# The area of a rectangle gets reduced by 9 square units, if its length is reduced by 5 units and breadth is increased by 3 units. If we increase the length by 3 units and the breadth by 2 units, the area increases by 67 square units. Find the dimensions of the rectangle.

Given:

The area of a rectangle gets reduced by 9 square units, if its length is reduced by 5 units and breadth is increased by 3 units.

If we increase the length by 3 units and the breadth by 2 units, the area increases by 67 square units.

To do:

We have to find the dimensions of the rectangle.

Solution:

Let the original length of the rectangle be $l$ and the breadth be $b$.

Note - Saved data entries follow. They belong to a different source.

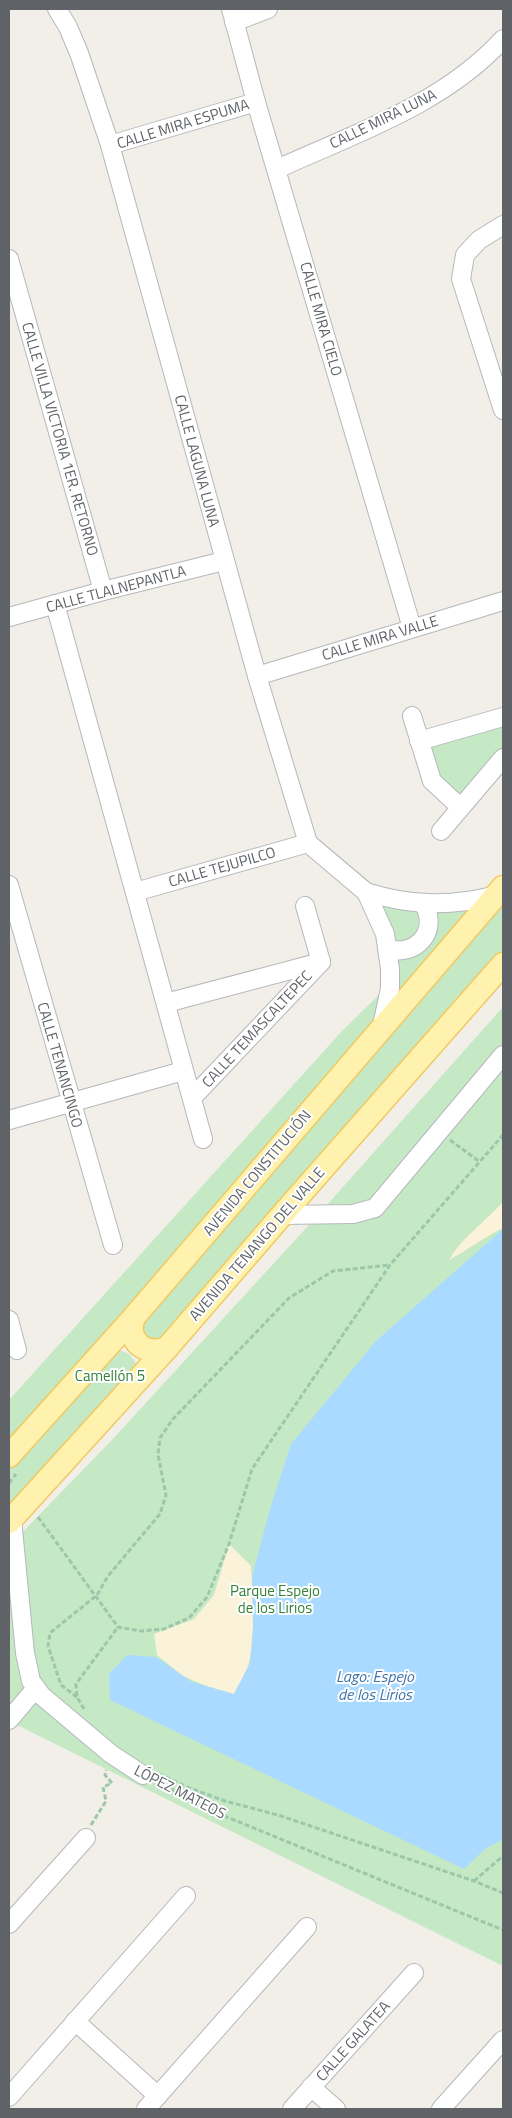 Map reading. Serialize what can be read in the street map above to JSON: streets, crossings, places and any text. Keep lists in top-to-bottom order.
{
  "streets": {
    "main road": ["AVENIDA CONSTITUCIÓN", "AVENIDA TENANGO DEL VALLE"],
    "street": [
      "CALLE MIRA LUNA",
      "CALLE MIRA ESPUMA",
      "CALLE MIRA CIELO",
      "CALLE VILLA VICTORIA 1ER. RETORNO",
      "CALLE LAGUNA LUNA",
      "CALLE TLALNEPANTLA",
      "CALLE MIRA VALLE",
      "CALLE TEJUPILCO",
      "CALLE TEMASCALTEPEC",
      "CALLE TENANCINGO",
      "LÓPEZ MATEOS",
      "CALLE GALATEA"
    ]
  },
  "crossings": [
    ["CALLE MIRA LUNA", "CALLE MIRA CIELO"],
    ["CALLE MIRA ESPUMA", "CALLE MIRA CIELO"],
    ["CALLE MIRA ESPUMA", "CALLE LAGUNA LUNA"],
    ["CALLE MIRA CIELO", "CALLE MIRA VALLE"],
    ["CALLE VILLA VICTORIA 1ER. RETORNO", "CALLE TLALNEPANTLA"],
    ["CALLE LAGUNA LUNA", "CALLE TLALNEPANTLA"],
    ["CALLE LAGUNA LUNA", "CALLE MIRA VALLE"],
    ["CALLE LAGUNA LUNA", "CALLE TEJUPILCO"],
    ["CALLE TLALNEPANTLA", "CALLE TEMASCALTEPEC"],
    ["CALLE TEJUPILCO", "CALLE TEMASCALTEPEC"],
    ["AVENIDA TENANGO DEL VALLE", "LÓPEZ MATEOS"]
  ],
  "water": ["Lago: Espejo de los Lirios"],
  "parks": ["Camellón 5", "Parque Espejo de los Lirios"]
} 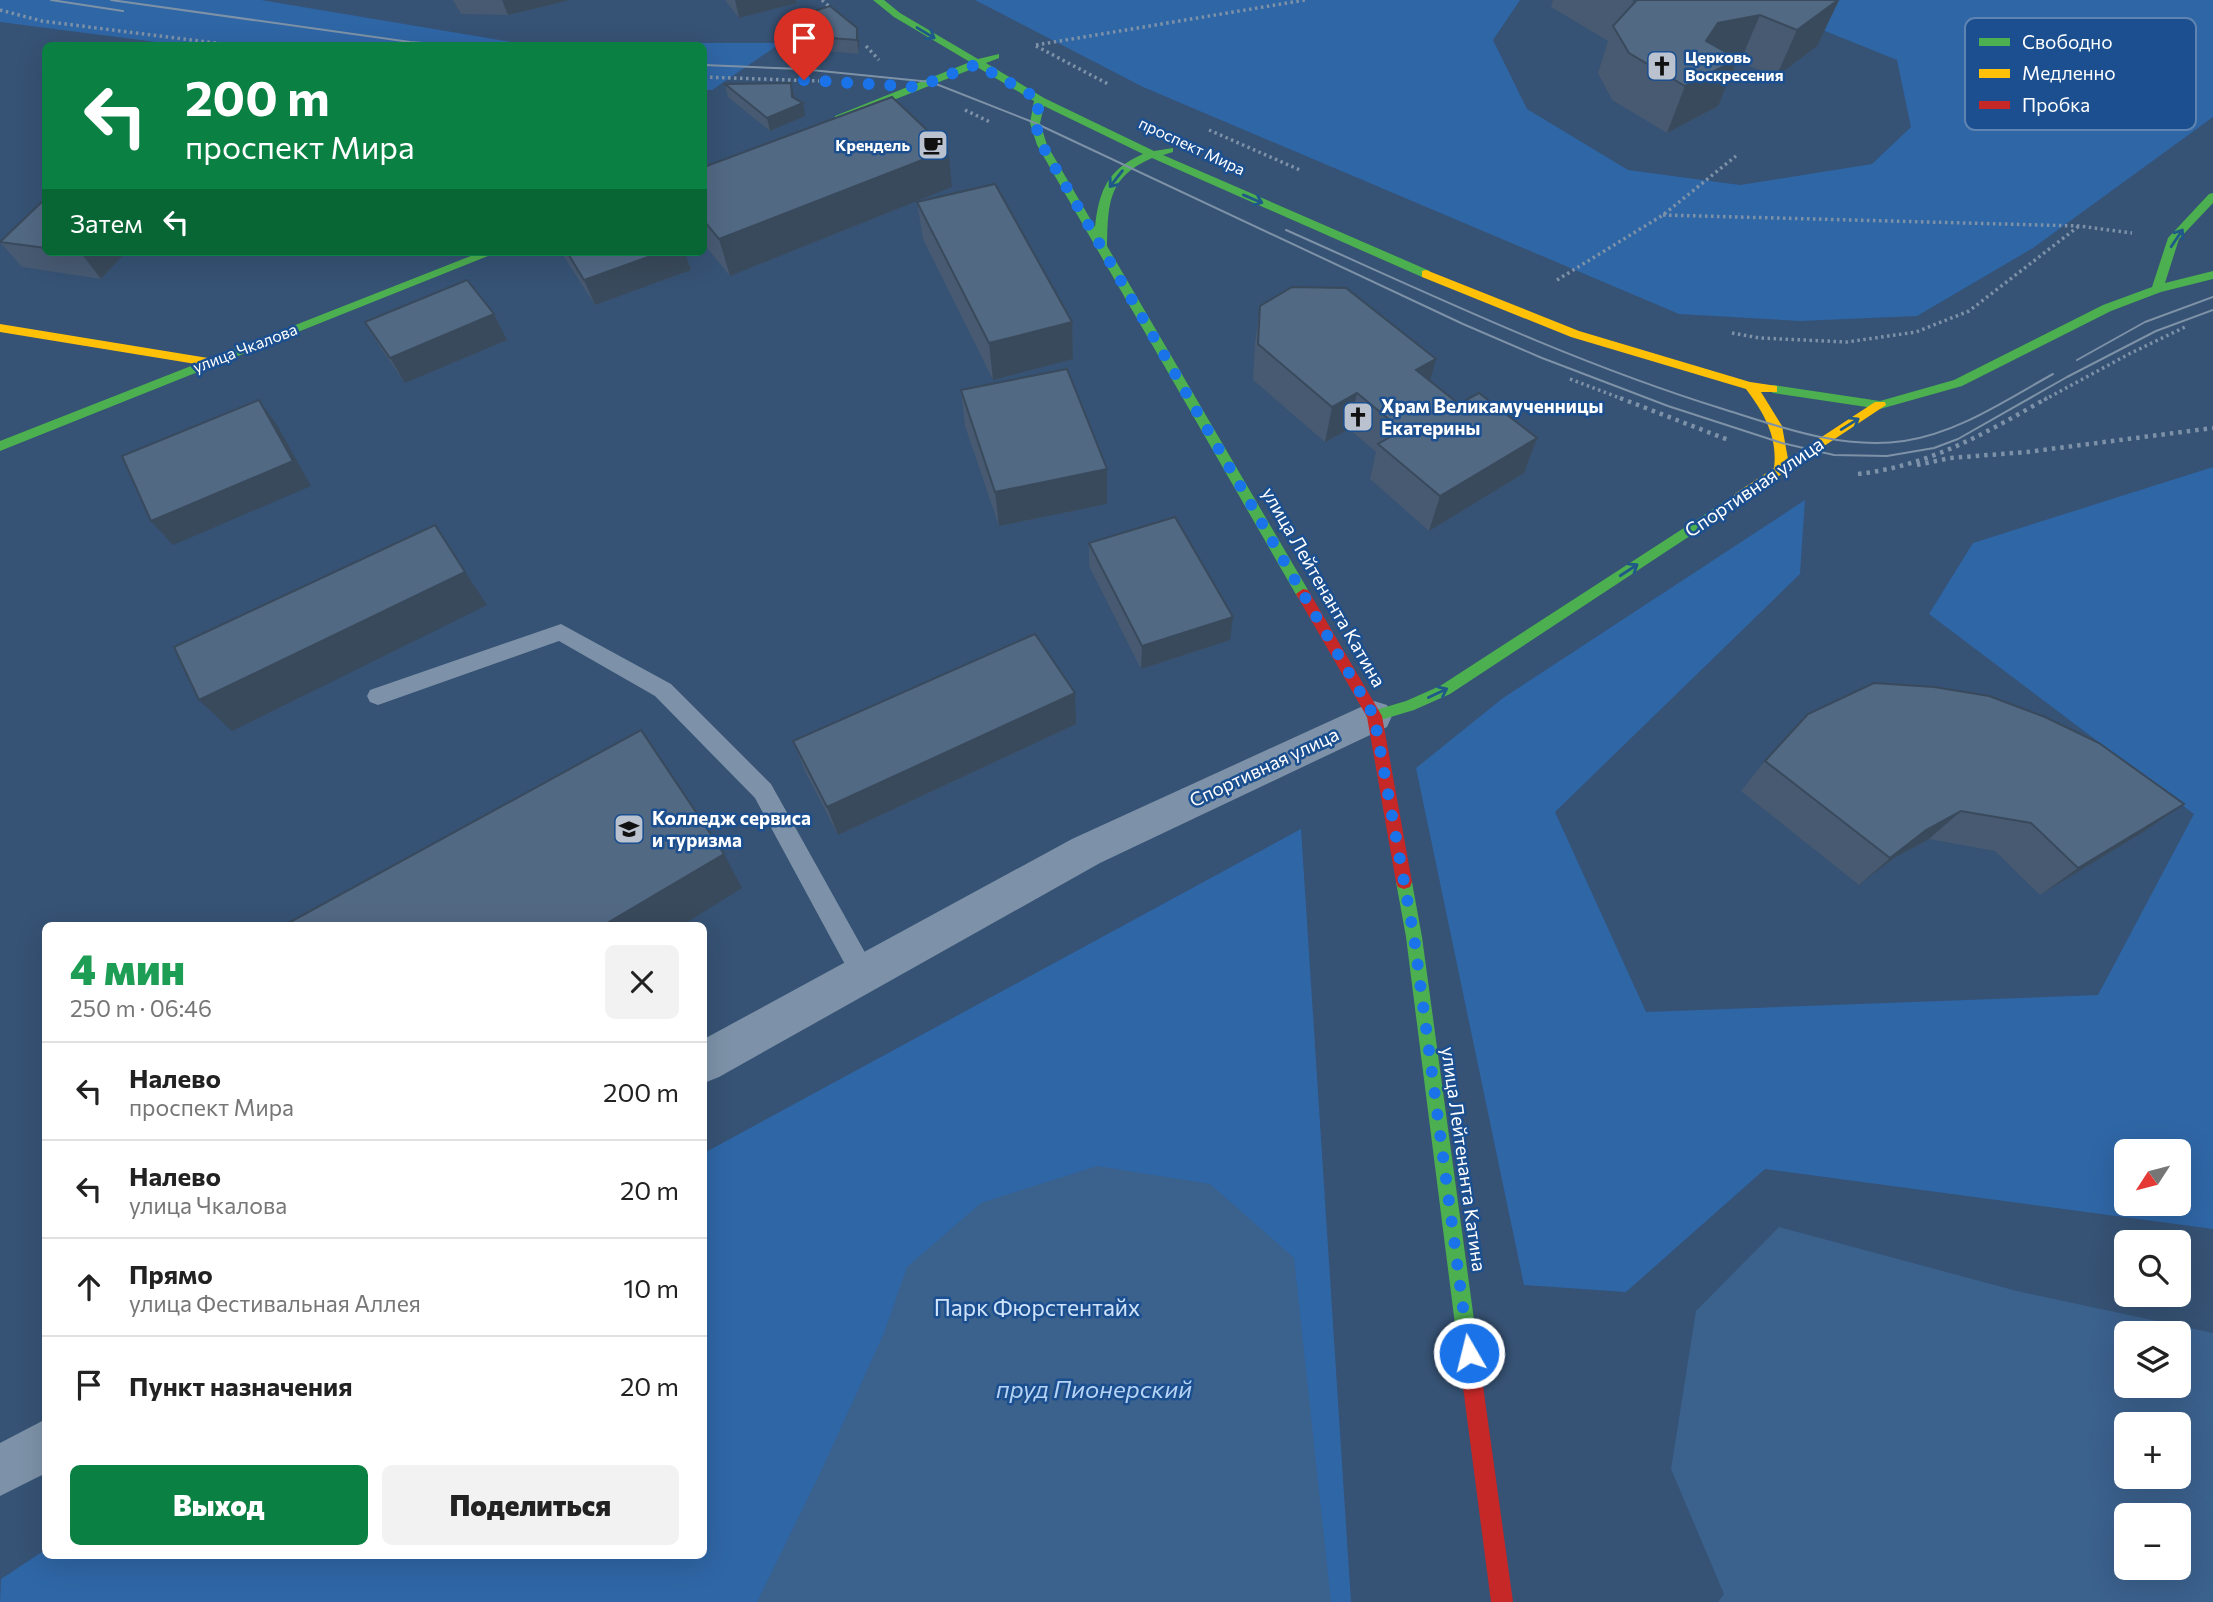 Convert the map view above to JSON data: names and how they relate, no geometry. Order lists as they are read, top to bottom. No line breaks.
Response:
{"streets":{"street":["проспект Мира","улица Чкалова","Спортивная улица","улица Лейтенанта Катина"]},"crossings":[["Спортивная улица","улица Лейтенанта Катина"]],"one_way":["Спортивная улица"],"water":["пруд Пионерский"],"parks":["Парк Фюрстентайх"],"places":{"church":["Церковь Воскресения","Храм Великамученницы Екатерины"],"cafe":["Крендель"],"school or university":["Колледж сервиса и туризма"]},"legend":["Свободно","Медленно","Пробка"],"north":"bottom left","page":{"turn":["200 m","проспект Мира"],"then":"Затем","heading":["4 мин","250 m · 06:46"],"list":[{"name":"Налево","note":"проспект Мира","value":"200 m"},{"name":"Налево","note":"улица Чкалова","value":"20 m"},{"name":"Прямо","note":"улица Фестивальная Аллея","value":"10 m"},{"name":"Пункт назначения","value":"20 m"}],"map_buttons":["+","−"],"buttons":["Выход","Поделиться"]}}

Area of the original rectangle $=lb$.

In the first case, the length is reduced by 5 units and breadth is increased by 3 units, the area of the rectangle is reduced by 9 square units.

New length $=l-5$

New breadth $=b+3$

The area formed by the new rectangle $=(l-5)(b+3)$ sq. units

According to the question,

$(l-5)(b+3)=lb-9$

$lb-5b+3l-15=lb-9$

$3l-5b=15-9$

$3l-5b=6$.....(i)

In the second case, the length is increased by 3 units and breadth is increased by 2 units, the area is increased by 67 sq. units.

New length $=l+3$

New breadth $=b+2$

The area formed by the new rectangle $=(l+3)(b+2)$ sq. units

According to the question,

$(l+3)(b+2)=lb+67$

$lb+2l+3b+6=lb+67$

$2l+3b=67-6$

$2l+3b=61$.....(ii)

Subtracting $2\times(i)$ from $3\times(ii)$, we get,

$3(2l+3b)-2(3l-5b)=3(61)-2(6)$

$6l-6l+9b+10b=183-12$

$19b=171$

$b=\frac{171}{19}$

$b=9$

$2l+3(9)=61$ (From (ii))

$2l=61-27$

$2l=34$

$l=\frac{34}{2}$

$l=17$

The dimensions of the rectangle are $17$ units (length) and $9$ units (breadth).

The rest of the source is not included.